The 'Aedes aegypti' mosquito which is the carrier of dengue fever
(WHO)

Certaines maladies qui tuent chaque année des millions de personnes dans les pays en voie de développement sont ignorées par les bailleurs et les entreprises pharmaceutiques, qui consacrent la majeure partie de leurs fonds à la création de produits destinés à traiter le VIH/SIDA, la tuberculose et le paludisme, selon une étude menée par le George Institute for International Health.



Les fonds consacrés à ce que l’institut de recherche australien qualifie de « maladies négligées » - y compris le VIH/SIDA, la tuberculose et le paludisme - ont augmenté pour passer à 2,5 milliards de dollars en 2007, mais à en croire Mary Moran, qui a dirigé l’étude, cet heureux constat s’accompagne également de mauvaises nouvelles.



« [La lutte contre] certaines maladies parmi les principales causes de décès, ou les plus cruelles, telles que la pneumonie ou l’ulcère de Buruli, a peu de défenseurs ; aucun fonds mondial n’est consacré [à ces maladies] et elles attirent moins de cinq pour cent des financements ».



En 2007, la pneumonie, qui tue chaque année plus d’enfants de moins de cinq ans que le sida, le paludisme et la rougeole réunis, selon l’Organisation mondiale de la santé (OMS), recevait un pour cent des fonds publics et privés consacrés à la recherche et au développement.



Parallèlement, le Fonds mondial de lutte contre le sida, la tuberculose et le paludisme a reçu 12,4 milliards de dollars depuis 2001, selon les informations communiquées sur son site Internet.



Toujours en 2007, le sida, la tuberculose et le paludisme se voyaient quant à eux consacrer 80 pour cent des fonds pour la recherche et le développement, selon l’étude sur les financements du George Institute.



Pas de Fonds mondial



Depuis des années, les activistes internationaux de la santé tentent d’attirer davantage l’attention sur diverses maladies tropicales autres que le VIH/SIDA, la tuberculose et le paludisme, qui touchent les populations des régions les plus reculées du monde, et les moins bien pourvues en laboratoires.

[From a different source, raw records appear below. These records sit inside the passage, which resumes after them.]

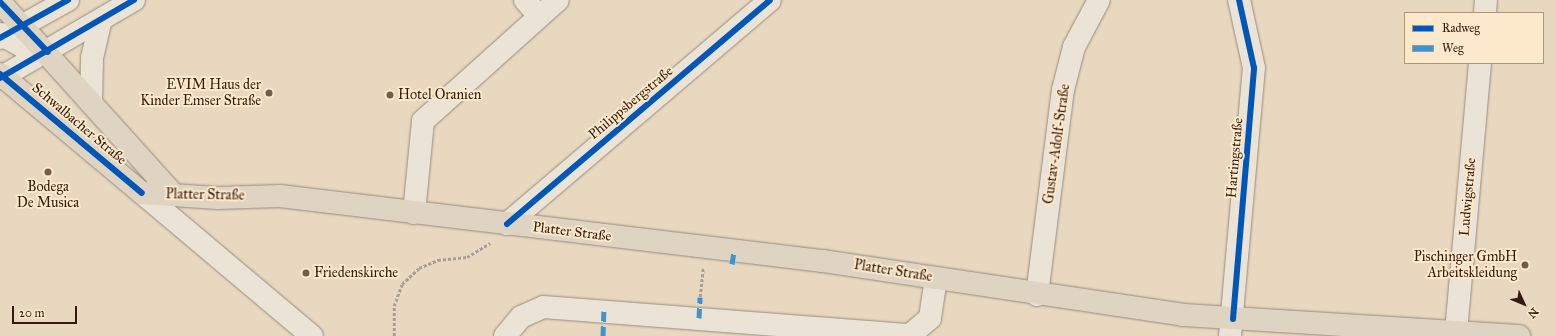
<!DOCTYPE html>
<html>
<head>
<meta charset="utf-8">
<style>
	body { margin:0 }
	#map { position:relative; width:1556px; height:336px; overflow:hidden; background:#e8d8c0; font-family:"IM FELL Great Primer",serif }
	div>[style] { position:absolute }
	.path>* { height:2.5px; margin-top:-1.25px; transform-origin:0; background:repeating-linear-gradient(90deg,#a89f95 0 3px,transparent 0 5px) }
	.roads { filter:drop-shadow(0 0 1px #978b7c) drop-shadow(0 0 1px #978b7c) }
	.minor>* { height:22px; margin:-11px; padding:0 11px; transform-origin:11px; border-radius:11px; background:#ebe3d6 }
	.major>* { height:22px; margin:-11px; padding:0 11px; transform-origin:11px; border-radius:11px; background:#dfd3c2 }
	.quiet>* { height:5px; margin-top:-2.5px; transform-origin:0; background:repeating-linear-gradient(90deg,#3d94d2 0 10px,transparent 0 15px) }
	.cycleway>* { height:6px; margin:-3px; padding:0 3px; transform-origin:3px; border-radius:3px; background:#0057b8 }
	.dots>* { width:11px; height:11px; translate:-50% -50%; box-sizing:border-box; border:2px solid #fce8ca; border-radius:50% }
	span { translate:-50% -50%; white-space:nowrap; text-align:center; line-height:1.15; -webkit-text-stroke:4px #fce8ca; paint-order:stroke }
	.poi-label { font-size:14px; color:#331a0d }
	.right { translate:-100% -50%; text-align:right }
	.left { translate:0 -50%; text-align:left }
	.street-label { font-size:14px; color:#331a0d }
	.legend { position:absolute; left:1404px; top:12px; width:140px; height:52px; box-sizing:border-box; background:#fce8ca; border:1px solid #ac967e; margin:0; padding:5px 7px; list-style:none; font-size:12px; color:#331a0d }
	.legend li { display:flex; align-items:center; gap:8px; height:20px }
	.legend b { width:20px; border:1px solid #ac967e }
	.north { position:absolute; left:1504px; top:284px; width:40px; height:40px; -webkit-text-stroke:3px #fce8ca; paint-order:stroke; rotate:134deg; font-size:11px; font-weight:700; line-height:16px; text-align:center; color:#331a0d }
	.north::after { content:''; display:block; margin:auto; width:14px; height:18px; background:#331a0d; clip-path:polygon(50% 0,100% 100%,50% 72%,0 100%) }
	.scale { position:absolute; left:12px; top:306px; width:65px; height:18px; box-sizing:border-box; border:2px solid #331a0d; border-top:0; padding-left:5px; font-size:12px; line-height:14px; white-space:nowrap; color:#331a0d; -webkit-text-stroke:3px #fce8ca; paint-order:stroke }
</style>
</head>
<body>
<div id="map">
	<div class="path">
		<div style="left:700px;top:297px;width:29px;rotate:-84deg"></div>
		<div style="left:394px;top:336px;width:30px;rotate:-90deg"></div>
		<div style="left:394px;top:306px;width:23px;rotate:-70deg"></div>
		<div style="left:402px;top:284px;width:23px;rotate:-43deg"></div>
		<div style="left:419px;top:268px;width:21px;rotate:-23deg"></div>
		<div style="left:438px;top:260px;width:29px;rotate:-6deg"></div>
		<div style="left:467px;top:257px;width:27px;rotate:-31deg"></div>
	</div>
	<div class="roads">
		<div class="minor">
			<div style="left:525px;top:0;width:21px;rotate:49deg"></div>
			<div style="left:1485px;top:13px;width:13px;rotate:-86deg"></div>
			<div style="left:0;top:34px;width:26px;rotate:29deg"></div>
			<div style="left:23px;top:47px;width:25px;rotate:11deg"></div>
			<div style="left:0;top:38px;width:78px;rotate:-29.2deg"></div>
			<div style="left:0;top:78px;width:155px;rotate:-30.2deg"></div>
			<div style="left:91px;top:103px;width:45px;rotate:-88.7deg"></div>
			<div style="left:92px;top:58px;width:36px;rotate:-77deg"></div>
			<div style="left:142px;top:193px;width:222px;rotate:40.1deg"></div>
			<div style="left:414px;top:213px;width:92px;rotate:-84.4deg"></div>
			<div style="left:423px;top:121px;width:181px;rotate:-41.9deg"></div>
			<div style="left:507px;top:224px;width:345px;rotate:-40.4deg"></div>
			<div style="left:1037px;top:295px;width:207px;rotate:-82.8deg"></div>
			<div style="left:1063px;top:90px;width:44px;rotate:-75.7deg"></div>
			<div style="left:1074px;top:47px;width:53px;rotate:-62deg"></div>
			<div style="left:1456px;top:332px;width:270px;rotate:-84.9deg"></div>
			<div style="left:505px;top:336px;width:25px;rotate:-50deg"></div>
			<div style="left:521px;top:317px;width:24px;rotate:-24deg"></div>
			<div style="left:543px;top:307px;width:368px;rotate:4.4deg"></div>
			<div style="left:910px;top:335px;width:26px;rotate:-40deg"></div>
			<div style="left:930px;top:318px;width:40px;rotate:-81.5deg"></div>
			<div style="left:1230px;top:336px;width:269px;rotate:-84.9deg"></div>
			<div style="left:1254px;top:68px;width:70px;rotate:-102.4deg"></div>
		</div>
		<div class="major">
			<div style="left:0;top:2px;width:258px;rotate:48deg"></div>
			<div style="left:0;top:74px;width:185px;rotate:40deg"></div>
			<div style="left:142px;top:193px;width:76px;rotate:3.8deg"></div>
			<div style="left:218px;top:198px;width:62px;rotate:-1.8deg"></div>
			<div style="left:280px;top:196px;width:547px;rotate:6.83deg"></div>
			<div style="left:823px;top:261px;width:364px;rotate:8.5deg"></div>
			<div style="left:1183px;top:315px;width:337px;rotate:3.6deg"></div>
		</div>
	</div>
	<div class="quiet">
		<div style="left:732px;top:264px;width:13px;rotate:-81deg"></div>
		<div style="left:699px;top:318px;width:21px;rotate:-87deg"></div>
		<div style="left:603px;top:336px;width:25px;rotate:-88deg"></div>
	</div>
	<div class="cycleway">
		<div style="left:0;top:2px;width:69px;rotate:46.2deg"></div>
		<div style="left:0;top:38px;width:78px;rotate:-29.2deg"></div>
		<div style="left:0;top:74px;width:185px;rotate:40deg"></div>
		<div style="left:0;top:78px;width:155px;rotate:-30.2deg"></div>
		<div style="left:507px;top:224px;width:345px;rotate:-40.4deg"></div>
		<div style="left:1233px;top:319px;width:252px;rotate:-85.2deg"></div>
		<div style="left:1254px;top:68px;width:70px;rotate:-102.4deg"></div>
	</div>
	<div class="dots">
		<div style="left:269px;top:93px;background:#725c4c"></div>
		<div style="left:390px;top:95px;background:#725c4c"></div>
		<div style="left:48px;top:172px;background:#725c4c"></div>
		<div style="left:1525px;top:265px;background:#725c4c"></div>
		<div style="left:306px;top:273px;background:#725c4c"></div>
	</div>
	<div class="poi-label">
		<span class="right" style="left:261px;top:93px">EVIM Haus der<br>Kinder Emser Straße</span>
		<span class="left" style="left:398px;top:95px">Hotel Oranien</span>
		<span style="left:48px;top:195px">Bodega<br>De Musica</span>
		<span class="right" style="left:1517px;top:265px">Pischinger GmbH<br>Arbeitskleidung</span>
		<span class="left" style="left:314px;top:273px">Friedenskirche</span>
	</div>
	<div class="street-label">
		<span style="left:631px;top:103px;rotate:-40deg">Philippsbergstraße</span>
		<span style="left:79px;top:124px;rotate:40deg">Schwalbacher Straße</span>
		<span style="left:1057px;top:144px;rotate:-82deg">Gustav-Adolf-Straße</span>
		<span style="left:1235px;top:158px;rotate:-85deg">Hartingstraße</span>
		<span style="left:205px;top:195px;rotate:1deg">Platter Straße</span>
		<span style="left:1468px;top:197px;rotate:-85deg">Ludwigstraße</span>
		<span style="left:572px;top:232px;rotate:7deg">Platter Straße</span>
		<span style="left:893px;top:271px;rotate:9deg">Platter Straße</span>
	</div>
	<ul class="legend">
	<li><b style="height:5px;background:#0057b8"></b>Radweg</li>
	<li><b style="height:5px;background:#3d94d2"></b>Weg</li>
	</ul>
	<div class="north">N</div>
	<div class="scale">20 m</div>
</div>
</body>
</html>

Les travailleurs de la santé regroupent ces affections souvent oubliées dans la catégorie des « maladies négligées ».



L’ulcère de Buruli, le pian et la leishmaniose, entre autres maladies, touchent plus d’un milliard de personnes, selon l’OMS. Ces affections, transmises par les eaux contaminées, infestées de ver et par les insectes, peuvent entraîner la cécité, le défigurement et la mort.



En 2008, l’OMS a lancé un plan de lutte contre les maladies oubliées prévoyant davantage de recherche, de formations et de surveillance, pour « assurer un accès gratuit et rapide à des médicaments de qualité », selon un document interne qualifiant ces maladies de « vieux compagnons de la pauvreté ».



Mais le George Institute s’interroge : ces médicaments existent-ils vraiment ? Selon son rapport, les subventions pour la recherche et le développement consacrées à l’une ou l’autre de ces maladies négligées – y compris les maladies respiratoires, les vers et les maladies diarrhéiques - ne suffisent pas « à créer ne serait-ce qu’un seul nouveau produit [pharmaceutique] ».



Financements



Il n’existe aucun vaccin pour les souches de streptococcus pneumoniae (la bactérie de la pneumonie et de la méningite) courantes dans les pays en voie de développement, selon l’étude sur les financements.



Ainsi, en 2004, les infections des voies respiratoires inférieures ont provoqué près de quatre millions de décès, et deux millions de personnes ont succombé à des maladies diarrhéiques telles que le choléra ou la shigelle, selon l’OMS.



Ces affections ont pourtant attiré moins de six pour cent des fonds consacrés, dans le monde, à la recherche et au développement dans le domaine des maladies négligées, en 2007, soit 145 millions de dollars, selon le George Institute.



Amadou Makhtar Gueye, directeur du service de pédiatrie de l’hôpital régional de Thiès, à 70 kilomètres à l’est de Dakar, capitale du Sénégal, a expliqué à IRIN que le paludisme, les maladies diarrhéiques et les infections respiratoires étaient les affections les plus courantes chez ses jeunes patients. « Les patients de la ville peuvent venir me voir. Mais les villageois qui attendent pour venir ne survivent pas toujours ».



Selon l’étude sur les financements menée par le George Institute, plus de 80 millions de dollars ont été consacrés à la recherche sur la fièvre dengue, dont 40 pour cent provenaient de sociétés privées et du ministère américain de la Défense. A en croire les auteurs du rapport, si la fièvre dengue attire plus de financements que d’autres maladies peu prioritaires, c’est peut-être parce que les Etats-Unis cherchent à protéger leurs soldats, qui opèrent dans des régions où cette maladie est endémique.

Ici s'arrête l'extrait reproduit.